Analyse scientifique

Le problème à N corps consiste à prédire le mouvement de plusieurs astres qui s'attirent par la gravitation. Pour deux corps seulement (par exemple la Terre autour du Soleil), Isaac Newton a montré dès 1687 que les trajectoires sont des ellipses parfaitement prévisibles, calculables avec des formules simples.


Mais à partir de trois corps, la situation devient extraordinairement plus complexe. Chaque corps est attiré simultanément par les deux autres, et l'attraction varie sans cesse au cours du temps puisque les positions changent. Les trajectoires obtenues ne sont plus des courbes simples mais des entrelacs imprévisibles.


En 1889, le mathématicien français Henri Poincaré a démontré qu'il n'existe pas de solution mathématique générale au problème à trois corps. Autrement dit, on ne peut pas écrire une formule donnant la position des corps à un temps futur quelconque : il faut calculer pas à pas, comme le fait la simulation FizziQ.


La conséquence la plus surprenante est le chaos déterministe : deux configurations qui ne diffèrent que d'une infime variation au départ peuvent évoluer vers des trajectoires totalement différentes au bout de quelques temps. C'est ce qu'illustre le test 2 : changer la vitesse d'un seul corps de 20 à 21 km/s suffit à transformer complètement le destin du système.


Cette propriété s'appelle la sensibilité aux conditions initiales. Elle est aussi présente dans la météorologie : le mathématicien Edward Lorenz l'a découverte en 1963 et l'a baptisée par image l'effet papillon — une variation aussi minuscule qu'un battement d'ailes peut, à long terme, modifier le climat à l'autre bout de la planète.

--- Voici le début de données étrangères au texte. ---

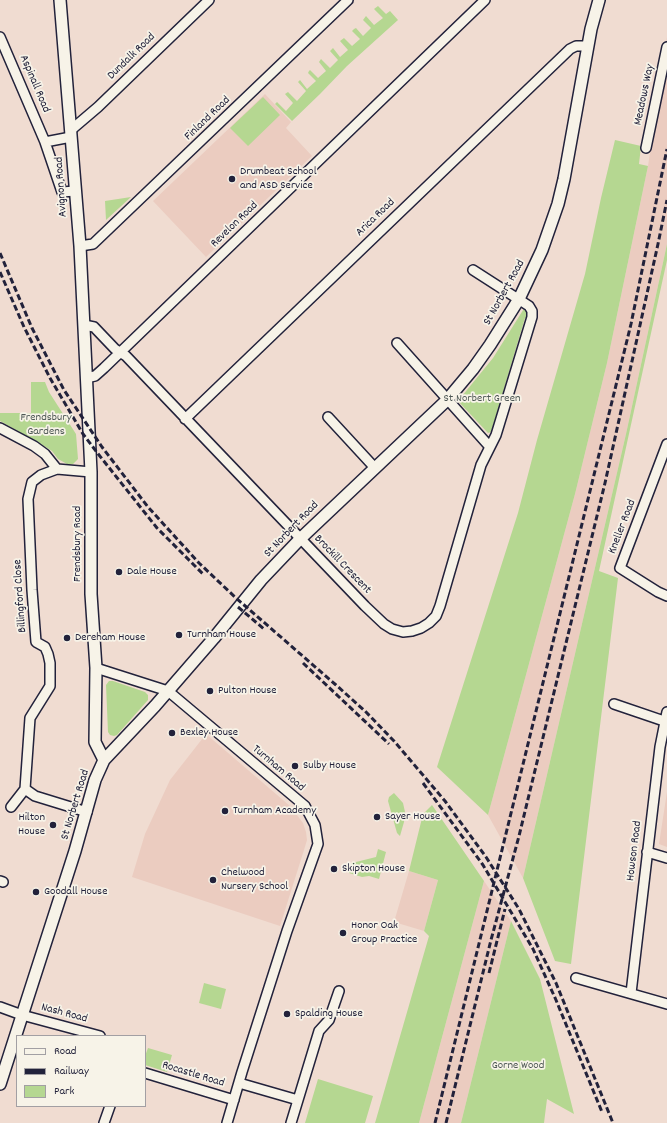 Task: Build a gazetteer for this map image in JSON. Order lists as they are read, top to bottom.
{
  "streets": {
    "street": [
      "Dundalk Road",
      "Aspinall Road",
      "Meadows Way",
      "Finland Road",
      "Avignon Road",
      "Arica Road",
      "Revelon Road",
      "St Norbert Road",
      "Kneller Road",
      "Frendsbury Road",
      "Brockill Crescent",
      "Billingford Close",
      "Turnham Road",
      "Howson Road",
      "Nash Road",
      "Rocastle Road"
    ]
  },
  "crossings": [
    ["Dundalk Road", "Avignon Road"],
    ["Aspinall Road", "Avignon Road"],
    ["Finland Road", "Avignon Road"],
    ["Avignon Road", "Frendsbury Road"],
    ["Arica Road", "St Norbert Road"],
    ["Arica Road", "Brockill Crescent"],
    ["Revelon Road", "Frendsbury Road"],
    ["Revelon Road", "Brockill Crescent"],
    ["St Norbert Road", "Frendsbury Road"],
    ["St Norbert Road", "Brockill Crescent"],
    ["St Norbert Road", "Turnham Road"],
    ["St Norbert Road", "Nash Road"],
    ["Frendsbury Road", "Billingford Close"],
    ["Frendsbury Road", "Turnham Road"],
    ["Turnham Road", "Rocastle Road"]
  ],
  "parks": ["St Norbert Green", "Frendsbury Gardens", "Gorne Wood"],
  "places": [
    "Drumbeat School and ASD Service",
    "Dale House",
    "Turnham House",
    "Dereham House",
    "Pulton House",
    "Bexley House",
    "Sulby House",
    "Turnham Academy",
    "Sayer House",
    "Hilton House",
    "Skipton House",
    "Chelwood Nursery School",
    "Goodall House",
    "Honor Oak Group Practice",
    "Spalding House"
  ],
  "legend": ["Road", "Railway", "Park"]
} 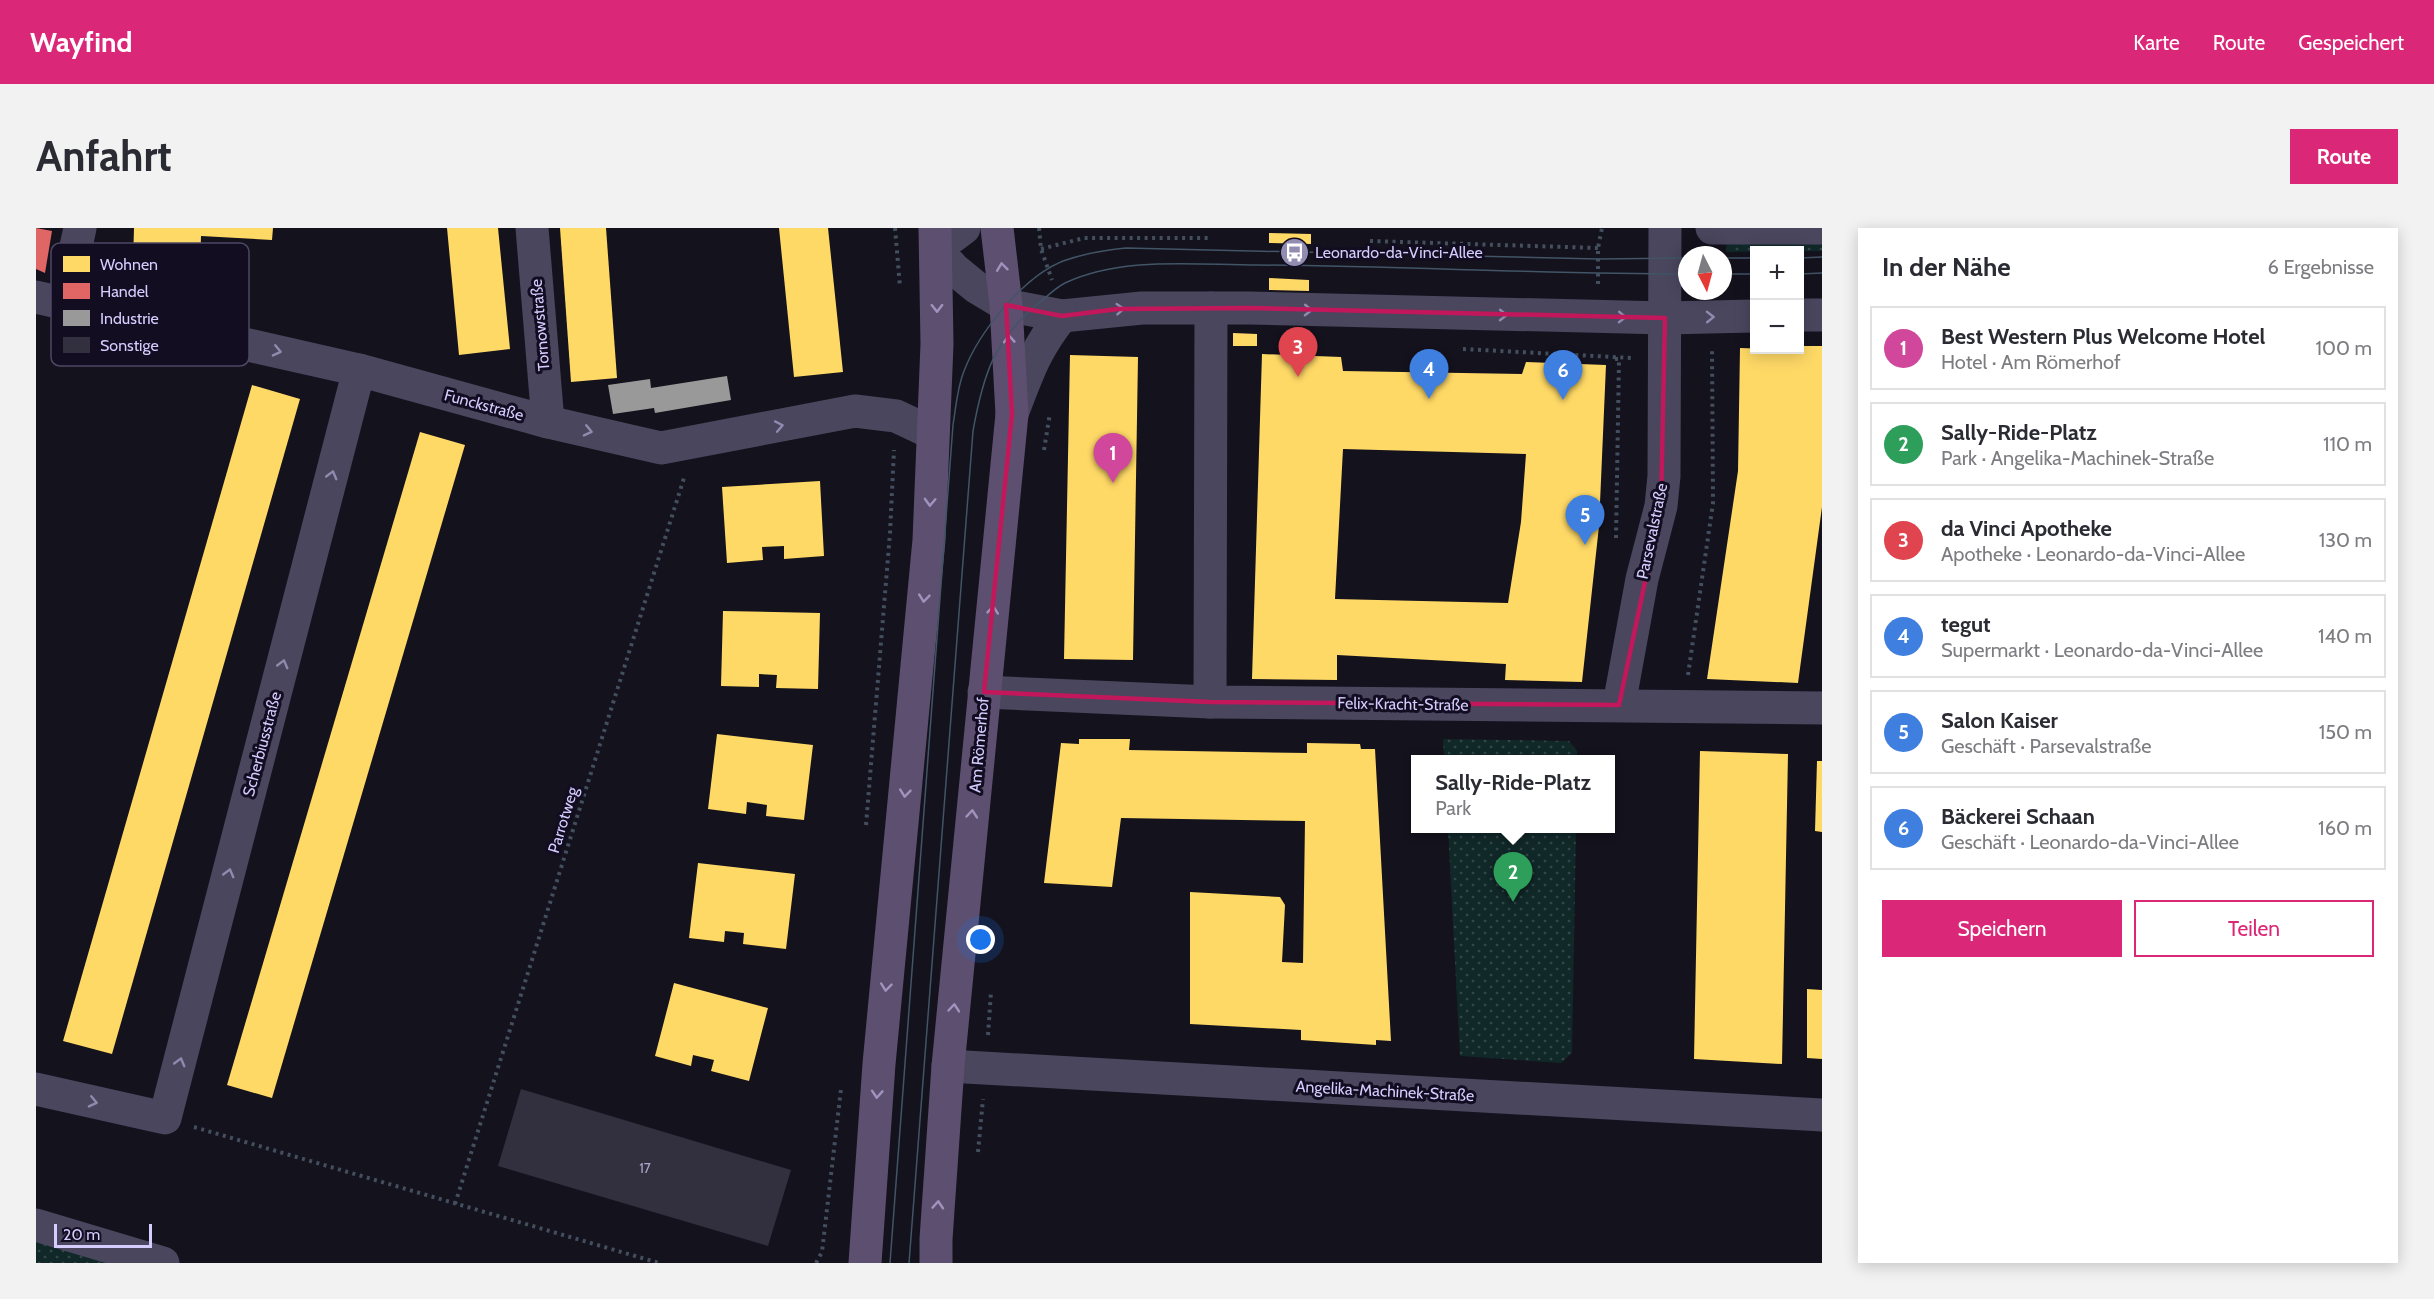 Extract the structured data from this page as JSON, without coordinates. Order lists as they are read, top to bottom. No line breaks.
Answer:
{"streets":{"main road":["Am Römerhof"],"street":["Tornowstraße","Funckstraße","Parsevalstraße","Felix-Kracht-Straße","Scherbiusstraße","Angelika-Machinek-Straße"],"path":["Parrotweg"]},"crossings":[["Tornowstraße","Funckstraße"],["Funckstraße","Scherbiusstraße"],["Funckstraße","Parrotweg"],["Parsevalstraße","Felix-Kracht-Straße"],["Felix-Kracht-Straße","Am Römerhof"],["Am Römerhof","Angelika-Machinek-Straße"]],"one_way":["Funckstraße","Scherbiusstraße"],"places":{"bus stop":["Leonardo-da-Vinci-Allee"]},"house_numbers":["17"],"legend":["Wohnen","Handel","Industrie","Sonstige"],"scale_bar":"20 m","north":"bottom","page":{"header":"Wayfind","nav":["Karte","Route","Gespeichert"],"buttons":["Route",["Speichern","Teilen"]],"title":"Anfahrt","heading":["In der Nähe","6 Ergebnisse"],"map_buttons":["+","−"],"list":[{"mark":"1","name":"Best Western Plus Welcome Hotel","note":"Hotel · Am Römerhof","value":"100 m"},{"mark":"2","name":"Sally-Ride-Platz","note":"Park · Angelika-Machinek-Straße","value":"110 m"},{"mark":"3","name":"da Vinci Apotheke","note":"Apotheke · Leonardo-da-Vinci-Allee","value":"130 m"},{"mark":"4","name":"tegut","note":"Supermarkt · Leonardo-da-Vinci-Allee","value":"140 m"},{"mark":"5","name":"Salon Kaiser","note":"Geschäft · Parsevalstraße","value":"150 m"},{"mark":"6","name":"Bäckerei Schaan","note":"Geschäft · Leonardo-da-Vinci-Allee","value":"160 m"}],"pins":["3","4","6","1","5","2"],"popup":["Sally-Ride-Platz","Park"],"scale":"20 m"}}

Selon les conditions initiales, on observe plusieurs comportements possibles :

- Une éjection : un corps gagne assez d'énergie pour s'échapper définitivement à l'infini, laissant les deux autres en orbite l'un autour de l'autre.

- Une collision : deux corps se rapprochent jusqu'à se percuter — la simulation s'arrête alors automatiquement.

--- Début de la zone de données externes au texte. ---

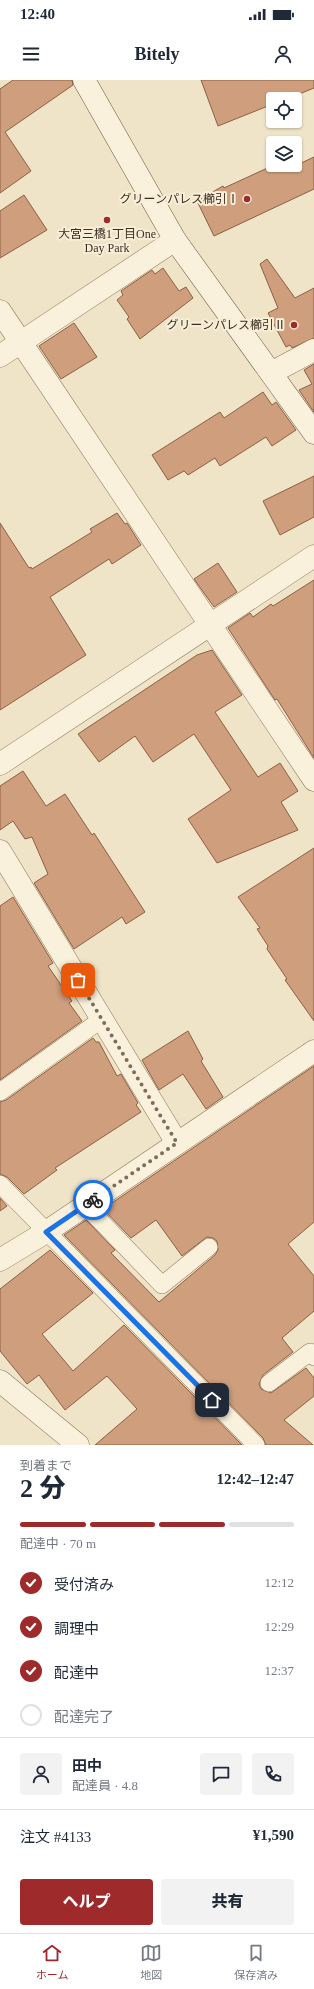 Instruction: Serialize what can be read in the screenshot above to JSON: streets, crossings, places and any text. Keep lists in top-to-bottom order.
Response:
{
  "places": ["グリーンパレス櫛引Ⅰ", "大宮三橋1丁目One Day Park", "グリーンパレス櫛引Ⅱ"],
  "page": {
    "status": "12:40",
    "header": "Bitely",
    "heading": ["2 分", "到着まで", "12:42–12:47"],
    "panel": [
      "田中",
      "配達員 · 4.8",
      "注文 #4133",
      "¥1,590"
    ],
    "bar": "配達中 · 70 m",
    "list": [
      ["受付済み", "12:12"],
      ["調理中", "12:29"],
      ["配達中", "12:37"],
      "配達完了"
    ],
    "buttons": ["ヘルプ", "共有"],
    "tabs": ["ホーム", "地図", "保存済み"]
  }
} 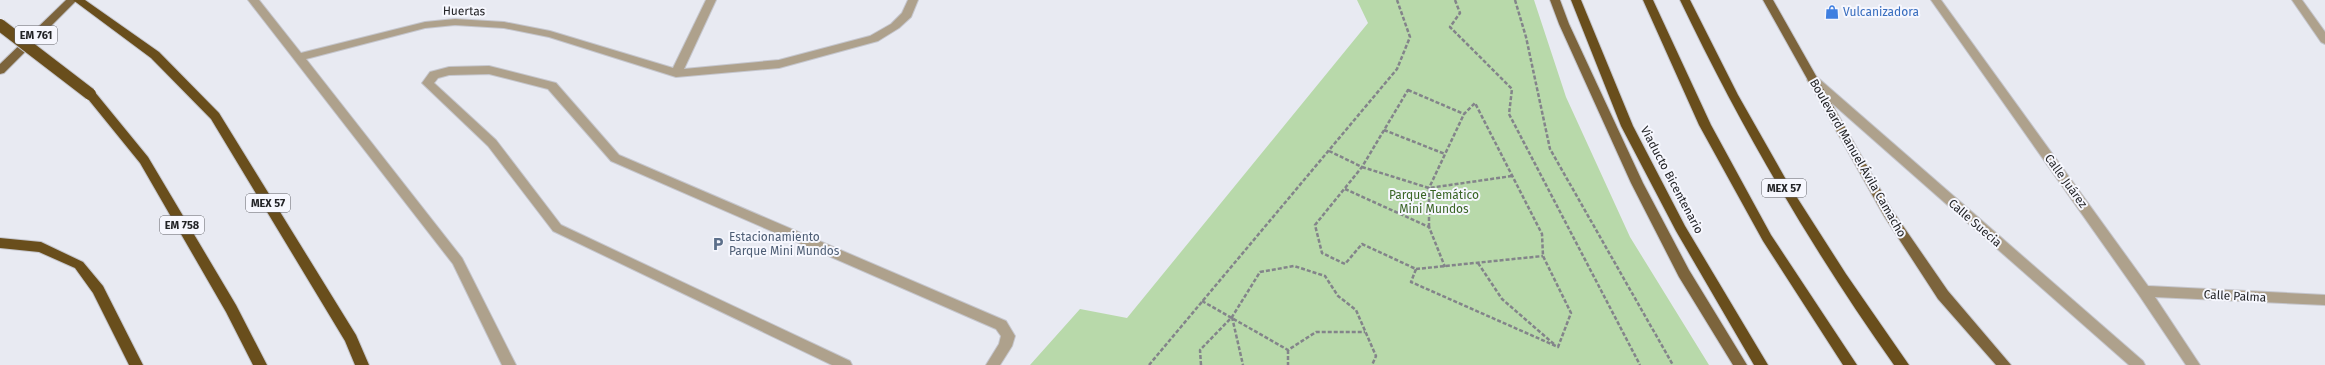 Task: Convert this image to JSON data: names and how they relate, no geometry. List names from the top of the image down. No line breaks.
{"streets":{"highway":["Viaducto Bicentenario","MEX 57","EM 758"],"main road":["EM 761","Boulevard Manuel Ávila Camacho"],"street":["Huertas","Calle Juárez","Calle Suecia","Calle Palma"]},"crossings":[["Boulevard Manuel Ávila Camacho","Calle Suecia"],["Calle Juárez","Calle Palma"]],"parks":["Parque Temático Mini Mundos"],"places":{"shop":["Vulcanizadora"],"parking":["Estacionamiento Parque Mini Mundos"]}}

- Une capture : deux corps s'associent en orbite tandis que le troisième s'éloigne sans revenir.

- Une danse chaotique : les trois corps se rapprochent, s'éloignent et échangent leurs positions sans logique apparente, parfois pendant très longtemps.


Ce problème est très pratique en astronomie : il faut le résoudre numériquement pour calculer les trajectoires des sondes spatiales, des astéroïdes potentiellement dangereux ou pour étudier la stabilité à très long terme du système solaire. Les simulations modernes utilisent des superordinateurs pour calculer le mouvement de millions de corps simultanément.


Le problème à trois corps a aussi inspiré la culture populaire : le célèbre roman de science-fiction Le Problème à trois corps de Liu Cixin imagine une civilisation extraterrestre vivant sur une planète soumise à trois soleils, dont le climat est radicalement imprévisible.

Variantes possibles

- Modifier très légèrement la vitesse de l'un des soleils (20 → 21 km/s par exemple) et comparer le système final avec celui de la configuration initiale, pour visualiser la sensibilité aux conditions initiales
- Donner aux trois soleils la même masse mais des vitesses différentes (10, 20, 30 km/s) et observer si certaines configurations produisent des trajectoires plus régulières que d'autres
- Configurer trois soleils placés en triangle équilatéral avec des vitesses tangentielles : c'est une configuration spéciale (point de Lagrange L4-L5) qui peut donner une orbite stable connue sous le nom de configuration de Lagrange
- Ajouter une petite planète (masse Terre) à proximité du trio de soleils et observer son comportement extrêmement chaotique
- Reproduire l'orbite « en huit » (figure-eight orbit) découverte en 1993 par les mathématiciens Cris Moore puis Alain Chenciner et Richard Montgomery : trois corps de même masse poursuivant une trajectoire en forme de 8

Activités et ressources associées

  1. En orbite - Relation entre accélération centripète et vitesse de rotation pour un mouvement circulaire uniforme.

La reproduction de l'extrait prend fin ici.